• _TRY IT_
Would you copy only the lines below, beginning with the one that contains "Enumerate the labels" and running through the last entry line?

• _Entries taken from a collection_
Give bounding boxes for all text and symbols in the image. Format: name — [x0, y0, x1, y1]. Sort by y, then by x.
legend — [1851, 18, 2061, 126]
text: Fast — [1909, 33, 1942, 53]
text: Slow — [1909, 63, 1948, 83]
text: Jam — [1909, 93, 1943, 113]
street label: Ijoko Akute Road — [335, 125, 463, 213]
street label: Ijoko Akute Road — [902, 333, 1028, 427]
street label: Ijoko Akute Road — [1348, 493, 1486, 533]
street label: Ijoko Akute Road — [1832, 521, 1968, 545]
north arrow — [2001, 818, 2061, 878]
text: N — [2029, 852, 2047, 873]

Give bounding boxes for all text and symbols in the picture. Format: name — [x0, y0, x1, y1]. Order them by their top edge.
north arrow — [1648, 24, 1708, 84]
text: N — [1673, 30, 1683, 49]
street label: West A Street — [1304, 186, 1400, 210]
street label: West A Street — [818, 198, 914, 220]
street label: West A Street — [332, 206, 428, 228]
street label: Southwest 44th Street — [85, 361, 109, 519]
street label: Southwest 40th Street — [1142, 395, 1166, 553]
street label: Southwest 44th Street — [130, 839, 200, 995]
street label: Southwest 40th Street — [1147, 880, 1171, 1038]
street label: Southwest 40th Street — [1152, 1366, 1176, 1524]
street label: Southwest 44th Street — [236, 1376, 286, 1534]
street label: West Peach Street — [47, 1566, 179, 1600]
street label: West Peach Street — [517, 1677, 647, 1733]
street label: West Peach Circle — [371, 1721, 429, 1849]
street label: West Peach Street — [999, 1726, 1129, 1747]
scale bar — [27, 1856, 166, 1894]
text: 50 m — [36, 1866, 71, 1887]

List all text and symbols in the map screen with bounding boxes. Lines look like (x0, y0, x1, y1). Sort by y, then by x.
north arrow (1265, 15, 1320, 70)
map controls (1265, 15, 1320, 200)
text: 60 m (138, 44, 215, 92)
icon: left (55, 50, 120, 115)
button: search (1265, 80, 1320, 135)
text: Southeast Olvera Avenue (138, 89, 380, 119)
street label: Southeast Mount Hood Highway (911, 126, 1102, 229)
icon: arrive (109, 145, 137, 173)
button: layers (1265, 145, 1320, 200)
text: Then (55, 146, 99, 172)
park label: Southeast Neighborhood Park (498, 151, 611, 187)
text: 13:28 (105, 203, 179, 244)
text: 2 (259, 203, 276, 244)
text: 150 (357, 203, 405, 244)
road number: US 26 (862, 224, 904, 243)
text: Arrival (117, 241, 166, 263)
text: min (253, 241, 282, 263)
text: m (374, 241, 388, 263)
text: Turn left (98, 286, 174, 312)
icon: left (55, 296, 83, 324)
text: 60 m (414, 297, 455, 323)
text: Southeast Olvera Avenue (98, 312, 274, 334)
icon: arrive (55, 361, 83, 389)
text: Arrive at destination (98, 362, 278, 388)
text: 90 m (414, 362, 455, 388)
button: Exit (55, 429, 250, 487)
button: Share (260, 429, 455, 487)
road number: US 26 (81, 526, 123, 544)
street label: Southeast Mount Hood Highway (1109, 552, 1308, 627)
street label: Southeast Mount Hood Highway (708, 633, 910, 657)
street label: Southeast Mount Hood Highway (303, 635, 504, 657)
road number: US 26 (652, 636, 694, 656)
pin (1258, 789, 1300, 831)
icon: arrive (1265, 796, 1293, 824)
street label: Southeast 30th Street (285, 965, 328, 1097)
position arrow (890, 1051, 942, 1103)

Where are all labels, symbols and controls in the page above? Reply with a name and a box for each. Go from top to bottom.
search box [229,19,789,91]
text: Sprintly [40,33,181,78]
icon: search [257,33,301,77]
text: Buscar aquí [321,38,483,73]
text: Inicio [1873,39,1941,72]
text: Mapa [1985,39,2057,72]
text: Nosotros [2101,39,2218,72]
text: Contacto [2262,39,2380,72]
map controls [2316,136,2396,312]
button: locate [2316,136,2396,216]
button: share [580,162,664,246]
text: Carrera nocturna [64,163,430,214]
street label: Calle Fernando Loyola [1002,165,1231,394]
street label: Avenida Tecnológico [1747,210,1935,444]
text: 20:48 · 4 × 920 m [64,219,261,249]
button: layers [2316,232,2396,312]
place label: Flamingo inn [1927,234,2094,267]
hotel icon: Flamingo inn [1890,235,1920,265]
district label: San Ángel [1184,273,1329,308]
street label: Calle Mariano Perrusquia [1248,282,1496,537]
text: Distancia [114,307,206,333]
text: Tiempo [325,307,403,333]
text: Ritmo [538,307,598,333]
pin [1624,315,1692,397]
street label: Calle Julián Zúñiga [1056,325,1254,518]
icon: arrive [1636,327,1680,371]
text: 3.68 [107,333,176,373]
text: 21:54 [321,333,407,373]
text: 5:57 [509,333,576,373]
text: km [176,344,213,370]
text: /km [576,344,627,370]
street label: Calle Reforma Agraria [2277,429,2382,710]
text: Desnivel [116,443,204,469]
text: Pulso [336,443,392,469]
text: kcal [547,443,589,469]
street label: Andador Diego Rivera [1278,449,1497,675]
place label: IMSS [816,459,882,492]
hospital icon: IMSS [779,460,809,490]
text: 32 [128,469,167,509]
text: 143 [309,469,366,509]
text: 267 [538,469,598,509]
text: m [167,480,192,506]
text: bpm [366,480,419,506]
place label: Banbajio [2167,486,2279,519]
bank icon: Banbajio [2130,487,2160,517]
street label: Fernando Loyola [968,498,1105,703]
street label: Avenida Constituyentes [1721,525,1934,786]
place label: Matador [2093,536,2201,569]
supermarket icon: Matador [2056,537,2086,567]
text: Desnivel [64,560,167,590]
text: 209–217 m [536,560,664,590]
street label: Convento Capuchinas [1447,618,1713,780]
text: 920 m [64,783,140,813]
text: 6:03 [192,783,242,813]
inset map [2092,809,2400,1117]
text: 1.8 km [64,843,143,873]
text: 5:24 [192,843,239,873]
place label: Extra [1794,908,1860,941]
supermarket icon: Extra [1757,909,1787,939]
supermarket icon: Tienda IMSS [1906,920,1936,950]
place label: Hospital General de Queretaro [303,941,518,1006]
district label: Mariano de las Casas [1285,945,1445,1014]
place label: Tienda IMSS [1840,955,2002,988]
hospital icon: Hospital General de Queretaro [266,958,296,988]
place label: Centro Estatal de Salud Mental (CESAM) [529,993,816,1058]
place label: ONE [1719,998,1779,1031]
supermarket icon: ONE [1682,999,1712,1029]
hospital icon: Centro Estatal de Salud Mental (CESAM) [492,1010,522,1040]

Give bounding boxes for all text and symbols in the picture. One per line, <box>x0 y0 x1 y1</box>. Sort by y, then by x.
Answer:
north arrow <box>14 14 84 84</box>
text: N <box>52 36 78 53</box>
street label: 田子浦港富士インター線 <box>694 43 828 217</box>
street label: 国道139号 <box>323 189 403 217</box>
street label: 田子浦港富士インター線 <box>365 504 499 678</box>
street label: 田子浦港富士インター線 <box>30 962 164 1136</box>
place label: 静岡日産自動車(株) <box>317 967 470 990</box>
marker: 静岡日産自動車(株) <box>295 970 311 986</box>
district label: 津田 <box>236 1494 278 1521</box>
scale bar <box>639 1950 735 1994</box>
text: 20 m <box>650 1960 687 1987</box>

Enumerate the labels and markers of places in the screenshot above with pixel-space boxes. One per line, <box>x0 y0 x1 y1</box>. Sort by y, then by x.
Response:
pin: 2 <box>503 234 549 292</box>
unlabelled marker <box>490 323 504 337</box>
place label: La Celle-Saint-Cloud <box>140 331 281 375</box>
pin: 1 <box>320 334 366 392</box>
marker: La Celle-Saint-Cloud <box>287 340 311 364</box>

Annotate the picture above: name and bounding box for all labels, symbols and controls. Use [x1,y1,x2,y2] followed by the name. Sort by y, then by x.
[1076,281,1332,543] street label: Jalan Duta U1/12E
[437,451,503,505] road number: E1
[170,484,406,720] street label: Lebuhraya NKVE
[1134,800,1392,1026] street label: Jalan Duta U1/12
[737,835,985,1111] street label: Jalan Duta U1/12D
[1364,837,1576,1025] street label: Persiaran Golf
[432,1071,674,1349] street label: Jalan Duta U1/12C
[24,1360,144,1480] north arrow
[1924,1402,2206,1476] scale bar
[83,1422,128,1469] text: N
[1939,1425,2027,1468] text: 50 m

• _RESULT OF THIS EXERCISE_
Enumerate the labels and markers of places in the screenshot above with pixel-space boxes. One per line, <box>x0 y0 x1 y1</box>. Sort by y, then by x.
Response:
pin: 2 <box>503 234 549 292</box>
unlabelled marker <box>490 323 504 337</box>
place label: La Celle-Saint-Cloud <box>140 331 281 375</box>
pin: 1 <box>320 334 366 392</box>
marker: La Celle-Saint-Cloud <box>287 340 311 364</box>

Annotate the picture above: name and bounding box for all labels, symbols and controls. Use [x1,y1,x2,y2] followed by the name. Sort by y, then by x.
[1076,281,1332,543] street label: Jalan Duta U1/12E
[437,451,503,505] road number: E1
[170,484,406,720] street label: Lebuhraya NKVE
[1134,800,1392,1026] street label: Jalan Duta U1/12
[737,835,985,1111] street label: Jalan Duta U1/12D
[1364,837,1576,1025] street label: Persiaran Golf
[432,1071,674,1349] street label: Jalan Duta U1/12C
[24,1360,144,1480] north arrow
[1924,1402,2206,1476] scale bar
[83,1422,128,1469] text: N
[1939,1425,2027,1468] text: 50 m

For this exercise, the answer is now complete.